Western Desert Road est une route à chaussées séparées terriblement monotone. . J’essaie de faire la conversation à Nabil  qui s’endort au volant.
Diversion, le téléphone sonne.

–    «  c’est la sécurité. Notre escorte nous attendra dès qu’on arrivera dans le Fayoum »
J’avais cru que Nabil était surveillé par son patron quand je l’entendais faire le point sur l’itinéraire les jours précédents. Ce n’était pas son patron mais la police qui appelait ; curieux ! en  France c’est interdit de téléphoner au volant !

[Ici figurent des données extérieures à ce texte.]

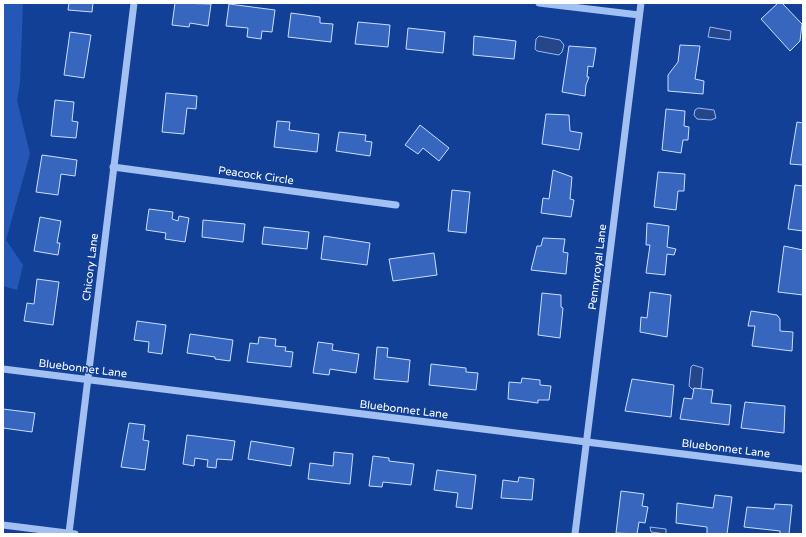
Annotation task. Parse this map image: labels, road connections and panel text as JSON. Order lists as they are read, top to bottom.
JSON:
{
  "streets": {
    "street": [
      "Peacock Circle",
      "Chicory Lane",
      "Pennyroyal Lane",
      "Bluebonnet Lane"
    ]
  },
  "crossings": [
    ["Peacock Circle", "Chicory Lane"],
    ["Chicory Lane", "Bluebonnet Lane"],
    ["Pennyroyal Lane", "Bluebonnet Lane"]
  ]
}
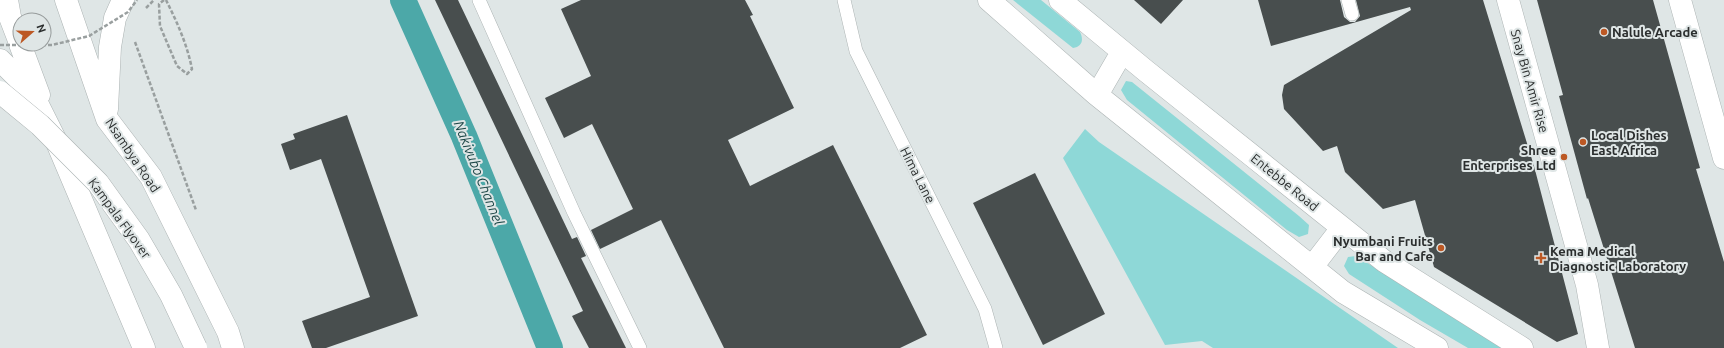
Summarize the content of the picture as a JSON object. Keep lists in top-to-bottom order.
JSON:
{
  "streets": {
    "main road": [
      "Snay Bin Amir Rise",
      "Nsambya Road",
      "Entebbe Road",
      "Kampala Flyover"
    ],
    "lane": ["Hima Lane"]
  },
  "water": ["Nakivubo Channel"],
  "places": {
    "other": [
      "Nalule Arcade",
      "Local Dishes East Africa",
      "Shree Enterprises Ltd",
      "Nyumbani Fruits Bar and Cafe"
    ],
    "health": ["Kema Medical Diagnostic Laboratory"]
  },
  "north": "right"
}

J’essaie de maintenir mon esprit en éveil et corrige mes observations. Les arbres plantés ne sont pas des tamaris mais des casuarinas. Je découvre d’autres récoltes : les pommes de terre en sacs. Des camions transportent des betteraves à une énorme sucrerie. Je suis surprise ; je pensais que la canne à sucre suffisait.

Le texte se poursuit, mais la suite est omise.